Adjust rack to top position (top and middle positions for 4 servings) and preheat oven to 425 degrees. Wash and dry all produce. Trim, peel, and cut carrots on a diagonal into 1-inch-thick pieces. Zest and quarter lime (for 4, zest 1 lime and quarter both). Mince or grate garlic. Finely chop cilantro.

Step 2

In a small pot, combine rice, ¾ cup water (1½ cups for 4 servings), and a big pinch of salt. Bring to a boil, then cover and reduce heat to low. Cook until rice is tender, 15-18 minutes. Keep covered off heat until ready to serve.

Step 3

While rice cooks, toss carrots on one side of a baking sheet with a large drizzle of olive oil, salt, and pepper. Roast on top rack for 15 minutes (you’ll add the pork then). (For 4 servings, spread carrots out across entire sheet; roast on top rack until tender, 25-30 minutes total.)

Step 4

Meanwhile, pat pork dry with paper towels.

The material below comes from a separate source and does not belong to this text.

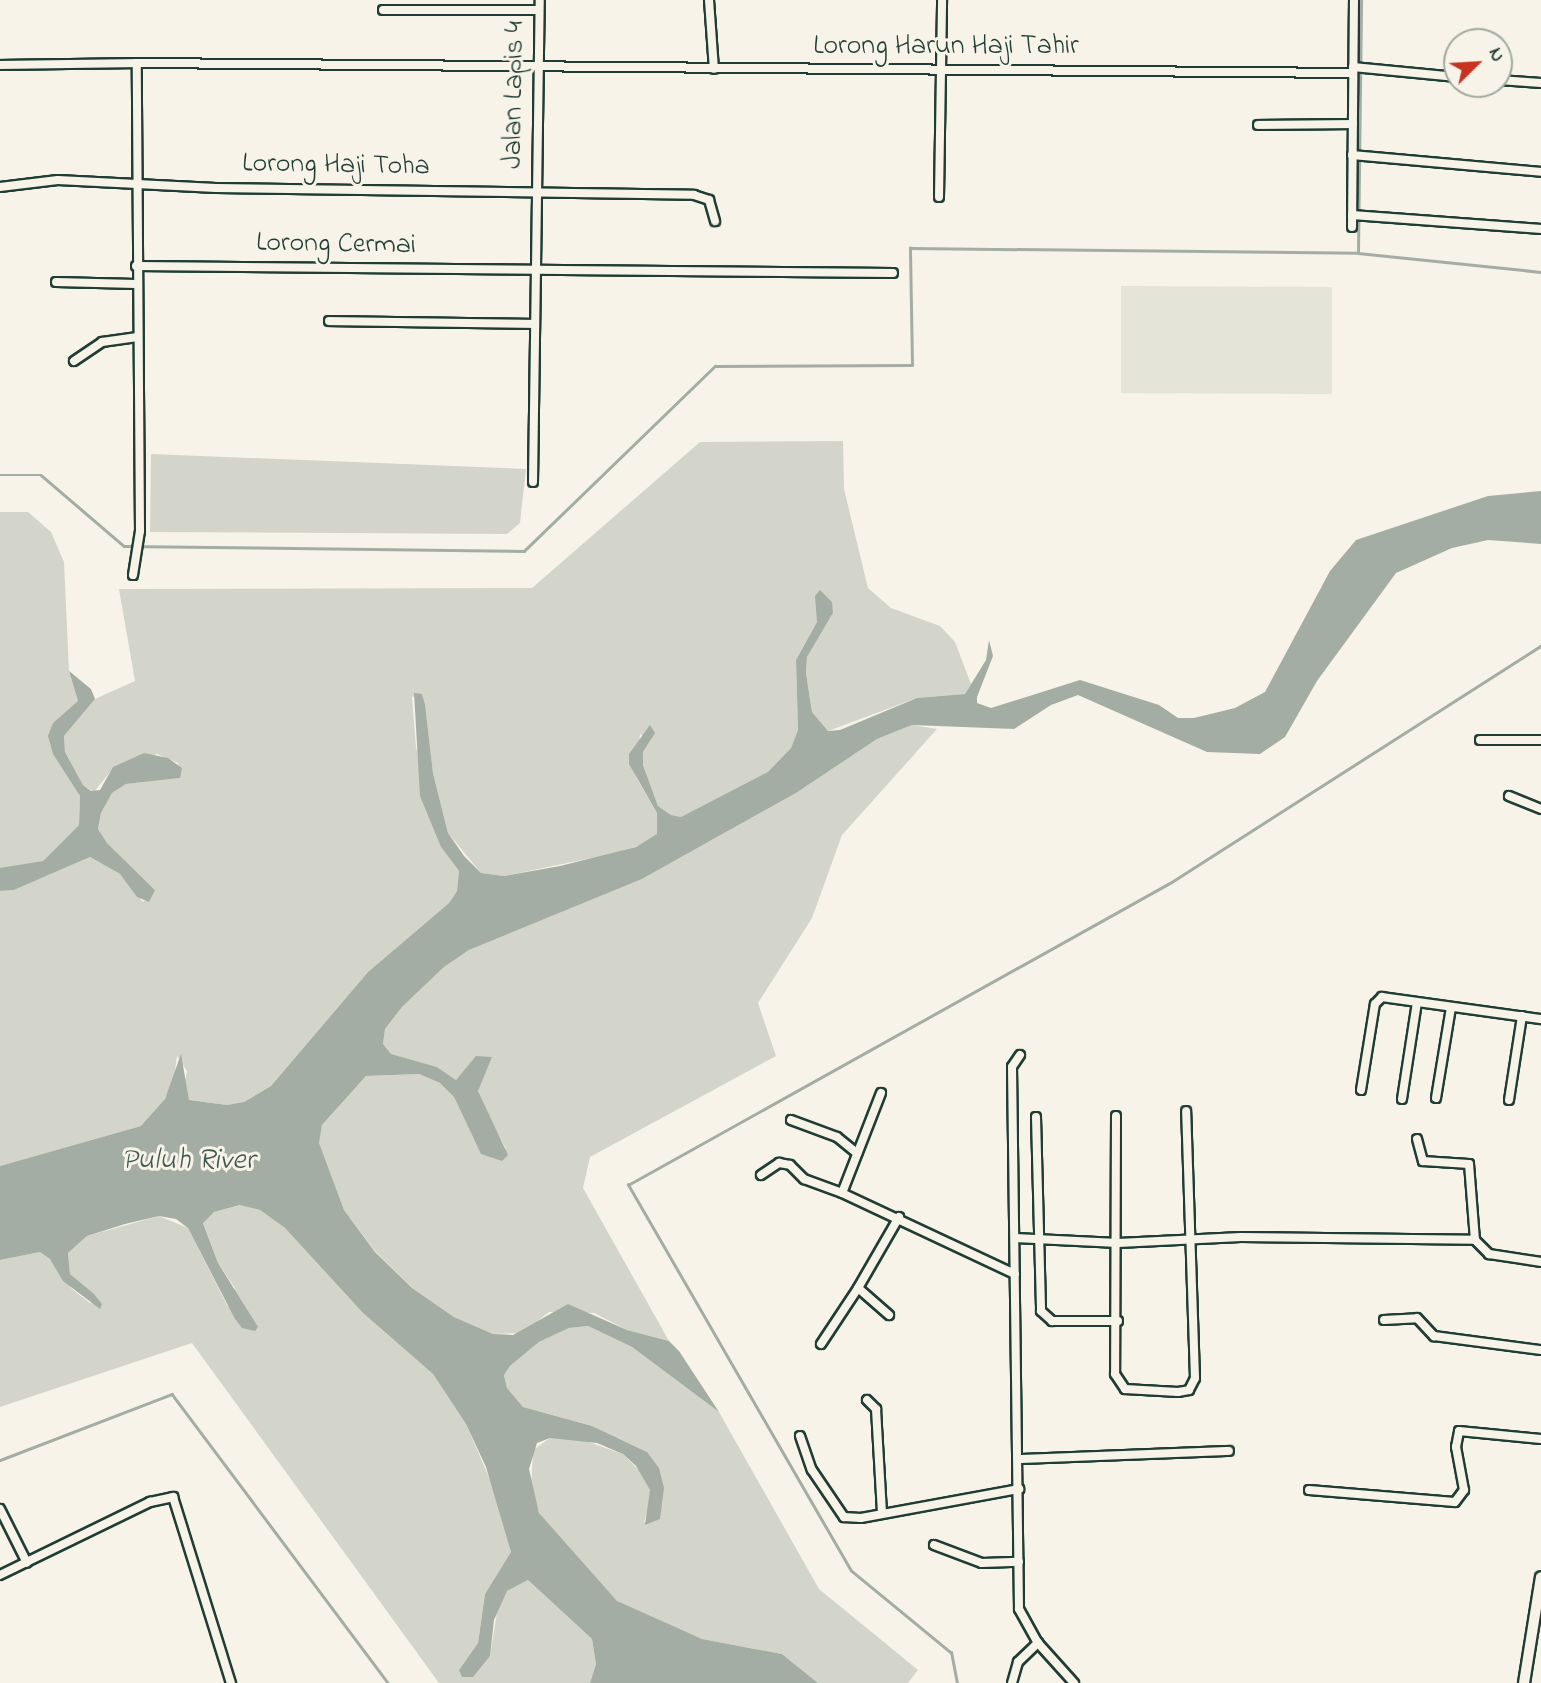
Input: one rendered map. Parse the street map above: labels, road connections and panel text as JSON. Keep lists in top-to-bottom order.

Season with salt, pepper, and half the cumin (you’ll use the rest later). Heat a large drizzle of olive oil in a large pan over medium heat. Add pork; sear, turning occasionally, until browned all over, 4-8 minutes. Once carrots have roasted 15 minutes, remove sheet from oven; add pork to empty side. Continue roasting until pork is cooked through and carrots are tender, 10-12 minutes more. (For 4 servings, add pork to a second sheet; roast on middle rack.)

Step 5

In a small bowl, combine cilantro, a pinch of garlic, remaining cumin, 2 TBSP olive oil (3 TBSP for 4 servings), and a big squeeze of lime juice. Taste and season with salt and pepper. Add more lime juice or garlic if you feel like something’s missing. Add a small pinch of chili flakes if desired.

Step 6

Fluff rice with a fork; stir in lime zest, 1 TBSP butter (2 TBSP for 4 servings), salt, and pepper. Thinly slice pork crosswise. Toss roasted carrots with honey and a pinch of chili flakes to taste. Divide rice, pork, and carrots between plates. Drizzle pork with chimichurri. Serve with any remaining lime wedges on the side.